> _DATA FOR PROCESSING_
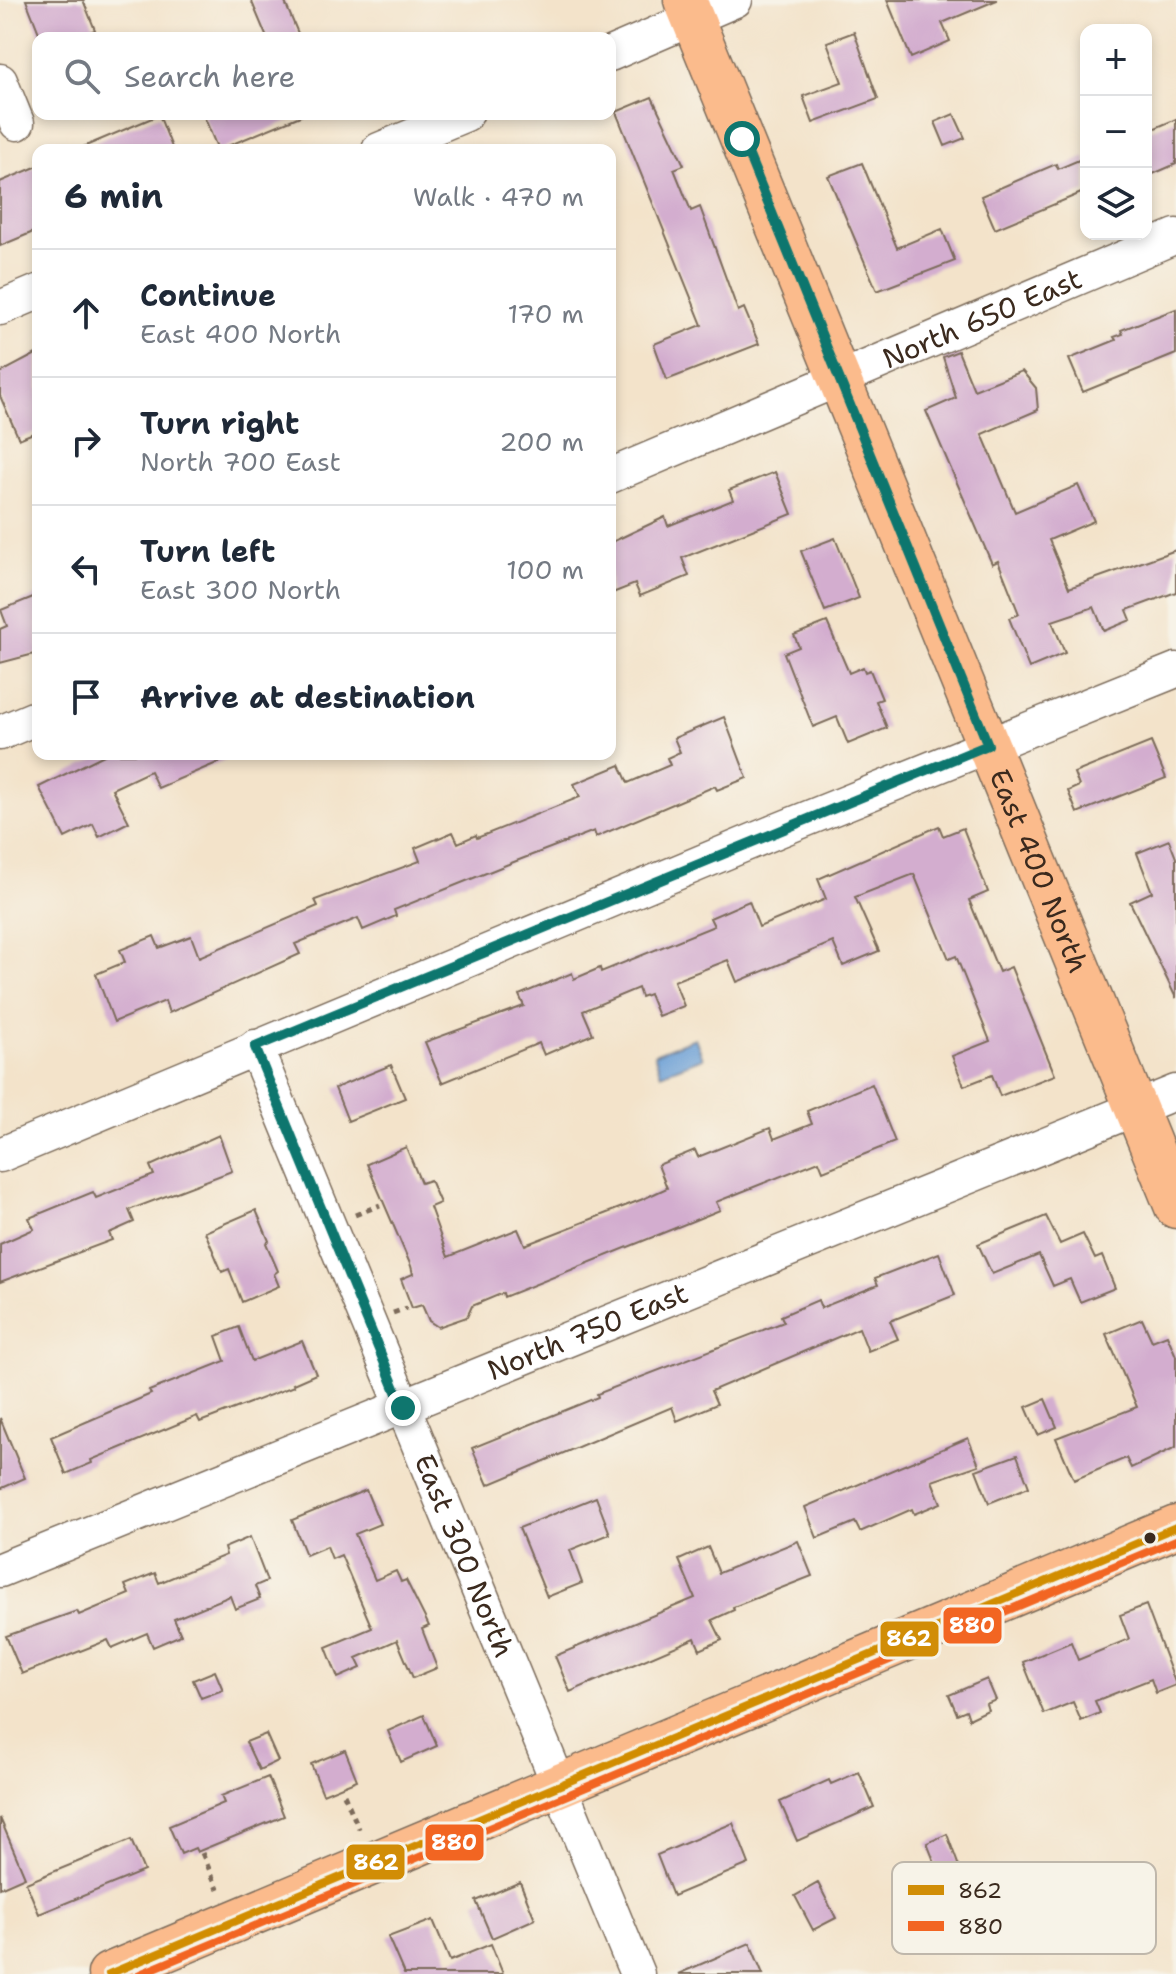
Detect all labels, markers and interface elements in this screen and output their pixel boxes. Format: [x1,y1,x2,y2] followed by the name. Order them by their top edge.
[1080,24,1152,240] map controls
[1080,24,1152,96] button: +
[32,32,616,120] search box
[60,54,104,98] icon: search
[124,56,295,97] text: Search here
[1080,96,1152,168] button: −
[724,121,760,157] route start
[1080,168,1152,240] button: layers
[64,173,163,219] text: 6 min
[413,179,584,214] text: Walk · 470 m
[876,259,1088,377] street label: North 650 East
[140,275,276,316] text: Continue
[64,291,108,335] icon: ahead
[507,296,584,331] text: 170 m
[140,316,341,351] text: East 400 North
[140,403,299,444] text: Turn right
[64,419,108,463] icon: right
[499,424,584,459] text: 200 m
[140,444,341,479] text: North 700 East
[140,531,275,572] text: Turn left
[64,547,108,591] icon: left
[506,552,584,587] text: 100 m
[140,572,341,607] text: East 300 North
[64,675,108,719] icon: arrive
[140,677,475,718] text: Arrive at destination
[981,763,1098,978] street label: East 400 North
[481,1273,693,1389] street label: North 750 East
[385,1390,421,1426] route end
[406,1448,523,1663] street label: East 300 North
[1142,1530,1158,1546] unlabelled marker
[942,1606,1003,1645] line badge: 880
[949,1611,995,1640] text: 880
[879,1620,940,1658] line badge: 862
[886,1624,932,1653] text: 862
[424,1823,485,1862] line badge: 880
[431,1828,477,1857] text: 880
[345,1843,406,1881] line badge: 862
[353,1848,399,1877] text: 862
[892,1862,1156,1954] legend
[958,1876,1002,1905] text: 862
[958,1912,1003,1941] text: 880

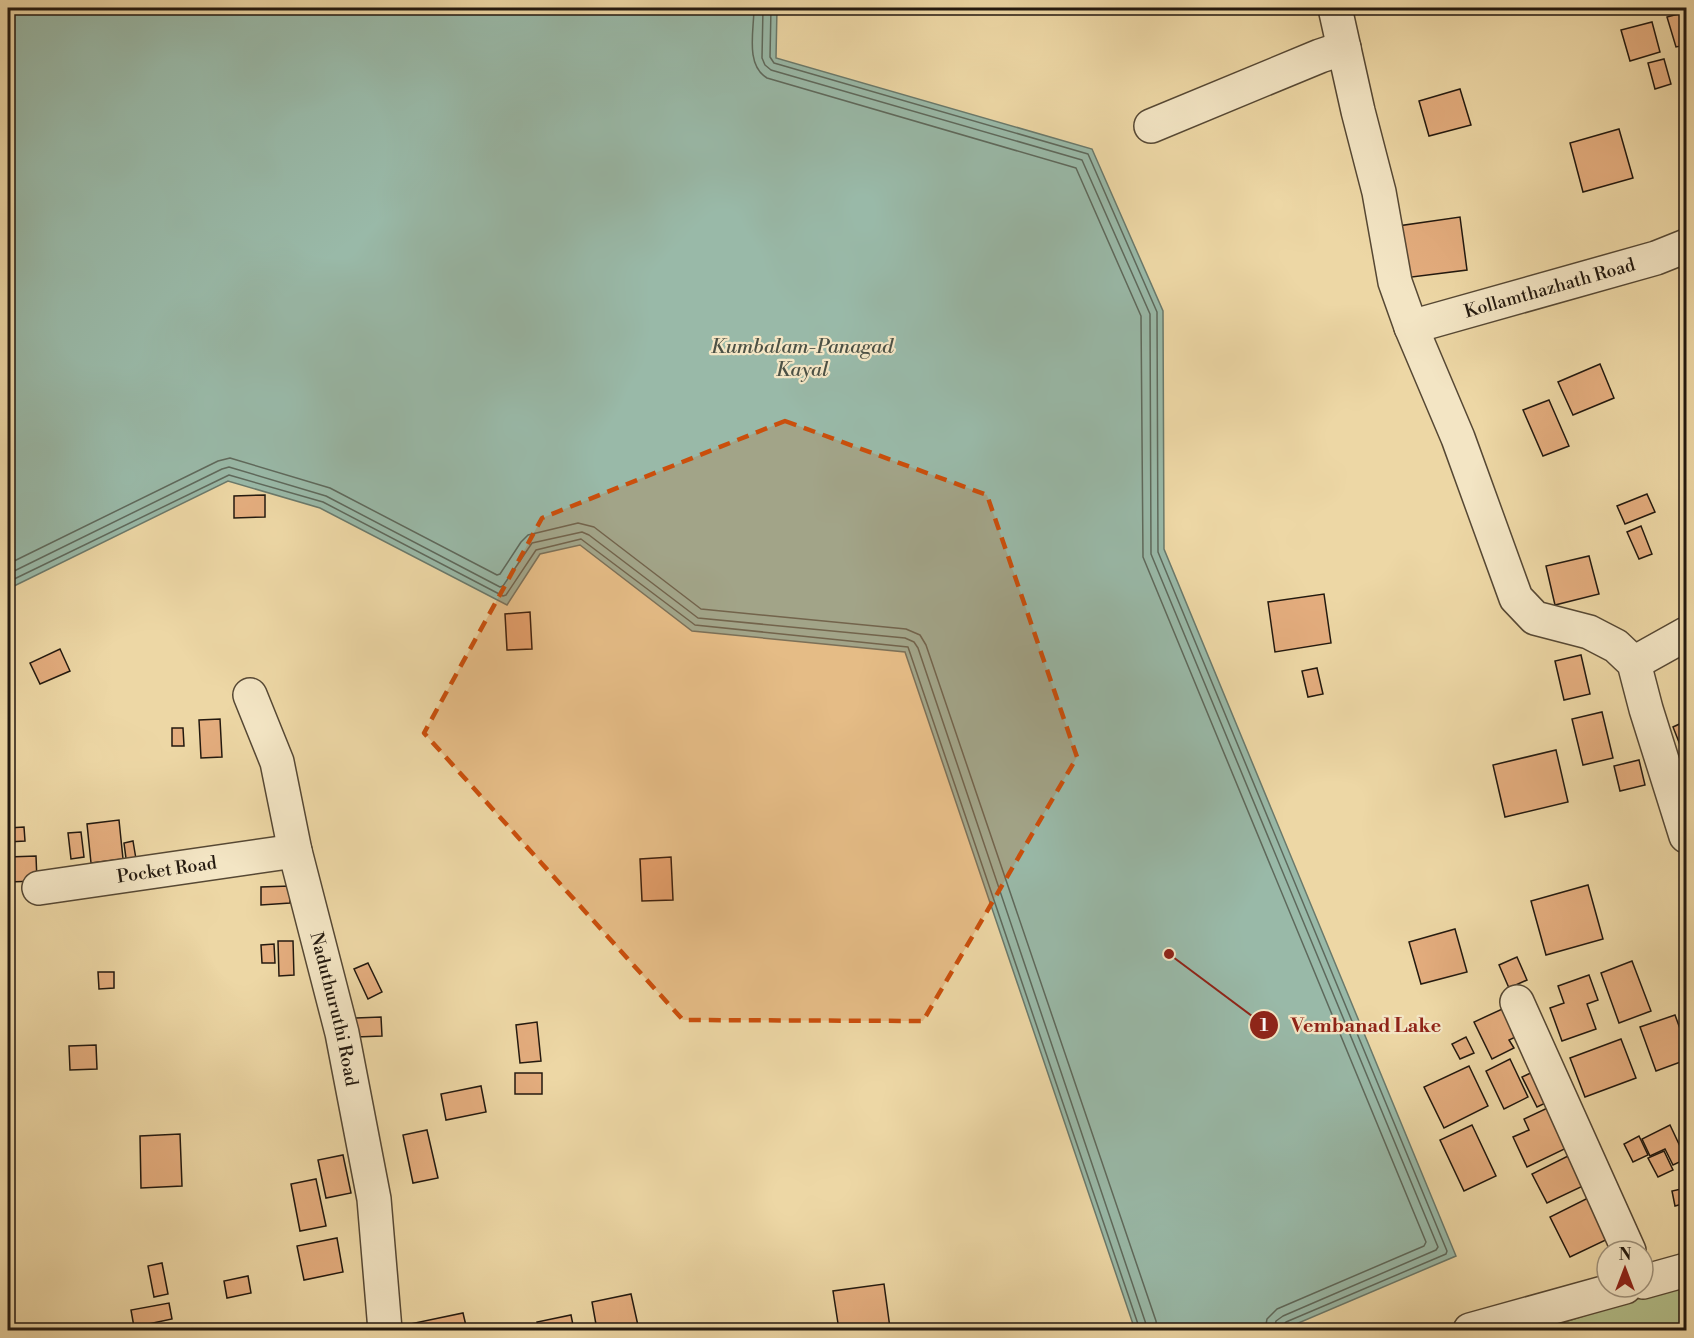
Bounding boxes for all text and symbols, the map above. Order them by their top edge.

> _TASK REQUIREMENTS_
Leave the pictures out and print every record exactly.

> _REPLY_
Detect all labels, markers and interface elements in this screen and output their pixel boxes. Format: [x1,y1,x2,y2] followed by the name. Order them by their top edge.
[1080,24,1152,240] map controls
[1080,24,1152,96] button: +
[32,32,616,120] search box
[60,54,104,98] icon: search
[124,56,295,97] text: Search here
[1080,96,1152,168] button: −
[724,121,760,157] route start
[1080,168,1152,240] button: layers
[64,173,163,219] text: 6 min
[413,179,584,214] text: Walk · 470 m
[876,259,1088,377] street label: North 650 East
[140,275,276,316] text: Continue
[64,291,108,335] icon: ahead
[507,296,584,331] text: 170 m
[140,316,341,351] text: East 400 North
[140,403,299,444] text: Turn right
[64,419,108,463] icon: right
[499,424,584,459] text: 200 m
[140,444,341,479] text: North 700 East
[140,531,275,572] text: Turn left
[64,547,108,591] icon: left
[506,552,584,587] text: 100 m
[140,572,341,607] text: East 300 North
[64,675,108,719] icon: arrive
[140,677,475,718] text: Arrive at destination
[981,763,1098,978] street label: East 400 North
[481,1273,693,1389] street label: North 750 East
[385,1390,421,1426] route end
[406,1448,523,1663] street label: East 300 North
[1142,1530,1158,1546] unlabelled marker
[942,1606,1003,1645] line badge: 880
[949,1611,995,1640] text: 880
[879,1620,940,1658] line badge: 862
[886,1624,932,1653] text: 862
[424,1823,485,1862] line badge: 880
[431,1828,477,1857] text: 880
[345,1843,406,1881] line badge: 862
[353,1848,399,1877] text: 862
[892,1862,1156,1954] legend
[958,1876,1002,1905] text: 862
[958,1912,1003,1941] text: 880

Bounding boxes for all text and symbols, the map above. Order them by their top edge.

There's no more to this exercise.